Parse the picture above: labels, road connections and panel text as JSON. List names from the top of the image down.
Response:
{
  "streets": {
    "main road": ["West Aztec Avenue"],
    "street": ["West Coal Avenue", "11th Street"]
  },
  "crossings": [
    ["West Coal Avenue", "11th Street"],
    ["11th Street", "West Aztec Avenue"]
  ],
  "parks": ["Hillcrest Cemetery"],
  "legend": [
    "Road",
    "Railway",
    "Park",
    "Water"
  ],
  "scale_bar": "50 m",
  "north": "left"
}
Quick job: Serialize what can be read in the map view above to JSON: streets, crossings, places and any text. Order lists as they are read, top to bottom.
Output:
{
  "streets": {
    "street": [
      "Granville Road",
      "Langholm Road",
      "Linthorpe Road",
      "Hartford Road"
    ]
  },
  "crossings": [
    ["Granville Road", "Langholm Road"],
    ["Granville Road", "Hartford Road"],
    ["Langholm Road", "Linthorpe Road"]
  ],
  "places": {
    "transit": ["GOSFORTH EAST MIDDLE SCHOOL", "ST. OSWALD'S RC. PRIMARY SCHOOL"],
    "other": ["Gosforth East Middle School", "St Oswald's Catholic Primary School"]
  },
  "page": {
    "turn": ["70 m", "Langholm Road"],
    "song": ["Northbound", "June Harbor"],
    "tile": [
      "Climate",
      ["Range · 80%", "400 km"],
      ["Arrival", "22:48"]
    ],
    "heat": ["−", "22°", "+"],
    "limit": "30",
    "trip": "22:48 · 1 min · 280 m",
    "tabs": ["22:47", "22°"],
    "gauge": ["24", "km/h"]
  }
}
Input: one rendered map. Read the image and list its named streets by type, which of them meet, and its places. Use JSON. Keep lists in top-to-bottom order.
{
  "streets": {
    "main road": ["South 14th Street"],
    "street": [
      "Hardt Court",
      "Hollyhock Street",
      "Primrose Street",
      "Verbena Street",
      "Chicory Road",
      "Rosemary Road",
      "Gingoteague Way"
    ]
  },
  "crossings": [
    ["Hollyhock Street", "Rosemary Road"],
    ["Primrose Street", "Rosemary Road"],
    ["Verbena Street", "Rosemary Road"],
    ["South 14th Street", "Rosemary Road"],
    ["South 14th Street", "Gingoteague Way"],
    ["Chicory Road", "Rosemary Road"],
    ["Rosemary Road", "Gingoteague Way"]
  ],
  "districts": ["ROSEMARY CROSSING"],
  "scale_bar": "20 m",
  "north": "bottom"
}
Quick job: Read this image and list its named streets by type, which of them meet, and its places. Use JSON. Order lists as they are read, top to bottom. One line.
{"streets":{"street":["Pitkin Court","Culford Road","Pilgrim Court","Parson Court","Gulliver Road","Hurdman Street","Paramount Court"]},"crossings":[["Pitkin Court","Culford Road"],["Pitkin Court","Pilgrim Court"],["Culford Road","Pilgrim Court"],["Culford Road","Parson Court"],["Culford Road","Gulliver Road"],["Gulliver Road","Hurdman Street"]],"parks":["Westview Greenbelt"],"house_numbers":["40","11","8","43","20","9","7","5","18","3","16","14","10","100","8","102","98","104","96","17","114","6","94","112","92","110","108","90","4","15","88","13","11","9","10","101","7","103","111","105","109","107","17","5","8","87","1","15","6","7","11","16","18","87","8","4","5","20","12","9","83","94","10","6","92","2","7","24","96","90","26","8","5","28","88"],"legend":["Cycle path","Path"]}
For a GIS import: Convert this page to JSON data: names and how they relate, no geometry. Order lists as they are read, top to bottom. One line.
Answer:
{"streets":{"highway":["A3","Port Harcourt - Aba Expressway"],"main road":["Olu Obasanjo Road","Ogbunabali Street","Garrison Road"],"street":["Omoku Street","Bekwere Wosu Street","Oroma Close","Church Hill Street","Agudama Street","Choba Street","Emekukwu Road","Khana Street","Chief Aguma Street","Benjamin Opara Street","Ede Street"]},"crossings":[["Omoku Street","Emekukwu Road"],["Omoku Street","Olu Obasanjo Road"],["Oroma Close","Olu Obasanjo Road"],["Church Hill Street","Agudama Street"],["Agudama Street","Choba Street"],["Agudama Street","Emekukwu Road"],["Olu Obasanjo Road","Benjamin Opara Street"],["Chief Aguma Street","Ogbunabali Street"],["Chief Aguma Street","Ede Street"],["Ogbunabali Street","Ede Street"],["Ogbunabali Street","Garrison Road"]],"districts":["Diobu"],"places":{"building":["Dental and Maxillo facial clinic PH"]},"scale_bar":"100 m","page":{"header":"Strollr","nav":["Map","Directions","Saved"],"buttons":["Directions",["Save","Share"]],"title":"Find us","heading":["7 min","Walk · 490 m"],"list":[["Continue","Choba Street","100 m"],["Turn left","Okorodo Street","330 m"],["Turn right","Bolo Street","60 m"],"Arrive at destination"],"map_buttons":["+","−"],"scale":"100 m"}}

------------

**WHAT THE TASK ASKS:** Return every entry exactly; no line may be missing.

**RESPONSE AREA:**
Parse the picture above: labels, road connections and panel text as JSON. List names from the top of the image down.
Response:
{
  "streets": {
    "main road": ["West Aztec Avenue"],
    "street": ["West Coal Avenue", "11th Street"]
  },
  "crossings": [
    ["West Coal Avenue", "11th Street"],
    ["11th Street", "West Aztec Avenue"]
  ],
  "parks": ["Hillcrest Cemetery"],
  "legend": [
    "Road",
    "Railway",
    "Park",
    "Water"
  ],
  "scale_bar": "50 m",
  "north": "left"
}
Quick job: Serialize what can be read in the map view above to JSON: streets, crossings, places and any text. Order lists as they are read, top to bottom.
Output:
{
  "streets": {
    "street": [
      "Granville Road",
      "Langholm Road",
      "Linthorpe Road",
      "Hartford Road"
    ]
  },
  "crossings": [
    ["Granville Road", "Langholm Road"],
    ["Granville Road", "Hartford Road"],
    ["Langholm Road", "Linthorpe Road"]
  ],
  "places": {
    "transit": ["GOSFORTH EAST MIDDLE SCHOOL", "ST. OSWALD'S RC. PRIMARY SCHOOL"],
    "other": ["Gosforth East Middle School", "St Oswald's Catholic Primary School"]
  },
  "page": {
    "turn": ["70 m", "Langholm Road"],
    "song": ["Northbound", "June Harbor"],
    "tile": [
      "Climate",
      ["Range · 80%", "400 km"],
      ["Arrival", "22:48"]
    ],
    "heat": ["−", "22°", "+"],
    "limit": "30",
    "trip": "22:48 · 1 min · 280 m",
    "tabs": ["22:47", "22°"],
    "gauge": ["24", "km/h"]
  }
}
Input: one rendered map. Read the image and list its named streets by type, which of them meet, and its places. Use JSON. Keep lists in top-to-bottom order.
{
  "streets": {
    "main road": ["South 14th Street"],
    "street": [
      "Hardt Court",
      "Hollyhock Street",
      "Primrose Street",
      "Verbena Street",
      "Chicory Road",
      "Rosemary Road",
      "Gingoteague Way"
    ]
  },
  "crossings": [
    ["Hollyhock Street", "Rosemary Road"],
    ["Primrose Street", "Rosemary Road"],
    ["Verbena Street", "Rosemary Road"],
    ["South 14th Street", "Rosemary Road"],
    ["South 14th Street", "Gingoteague Way"],
    ["Chicory Road", "Rosemary Road"],
    ["Rosemary Road", "Gingoteague Way"]
  ],
  "districts": ["ROSEMARY CROSSING"],
  "scale_bar": "20 m",
  "north": "bottom"
}
Quick job: Read this image and list its named streets by type, which of them meet, and its places. Use JSON. Order lists as they are read, top to bottom. One line.
{"streets":{"street":["Pitkin Court","Culford Road","Pilgrim Court","Parson Court","Gulliver Road","Hurdman Street","Paramount Court"]},"crossings":[["Pitkin Court","Culford Road"],["Pitkin Court","Pilgrim Court"],["Culford Road","Pilgrim Court"],["Culford Road","Parson Court"],["Culford Road","Gulliver Road"],["Gulliver Road","Hurdman Street"]],"parks":["Westview Greenbelt"],"house_numbers":["40","11","8","43","20","9","7","5","18","3","16","14","10","100","8","102","98","104","96","17","114","6","94","112","92","110","108","90","4","15","88","13","11","9","10","101","7","103","111","105","109","107","17","5","8","87","1","15","6","7","11","16","18","87","8","4","5","20","12","9","83","94","10","6","92","2","7","24","96","90","26","8","5","28","88"],"legend":["Cycle path","Path"]}
For a GIS import: Convert this page to JSON data: names and how they relate, no geometry. Order lists as they are read, top to bottom. One line.
Answer:
{"streets":{"highway":["A3","Port Harcourt - Aba Expressway"],"main road":["Olu Obasanjo Road","Ogbunabali Street","Garrison Road"],"street":["Omoku Street","Bekwere Wosu Street","Oroma Close","Church Hill Street","Agudama Street","Choba Street","Emekukwu Road","Khana Street","Chief Aguma Street","Benjamin Opara Street","Ede Street"]},"crossings":[["Omoku Street","Emekukwu Road"],["Omoku Street","Olu Obasanjo Road"],["Oroma Close","Olu Obasanjo Road"],["Church Hill Street","Agudama Street"],["Agudama Street","Choba Street"],["Agudama Street","Emekukwu Road"],["Olu Obasanjo Road","Benjamin Opara Street"],["Chief Aguma Street","Ogbunabali Street"],["Chief Aguma Street","Ede Street"],["Ogbunabali Street","Ede Street"],["Ogbunabali Street","Garrison Road"]],"districts":["Diobu"],"places":{"building":["Dental and Maxillo facial clinic PH"]},"scale_bar":"100 m","page":{"header":"Strollr","nav":["Map","Directions","Saved"],"buttons":["Directions",["Save","Share"]],"title":"Find us","heading":["7 min","Walk · 490 m"],"list":[["Continue","Choba Street","100 m"],["Turn left","Okorodo Street","330 m"],["Turn right","Bolo Street","60 m"],"Arrive at destination"],"map_buttons":["+","−"],"scale":"100 m"}}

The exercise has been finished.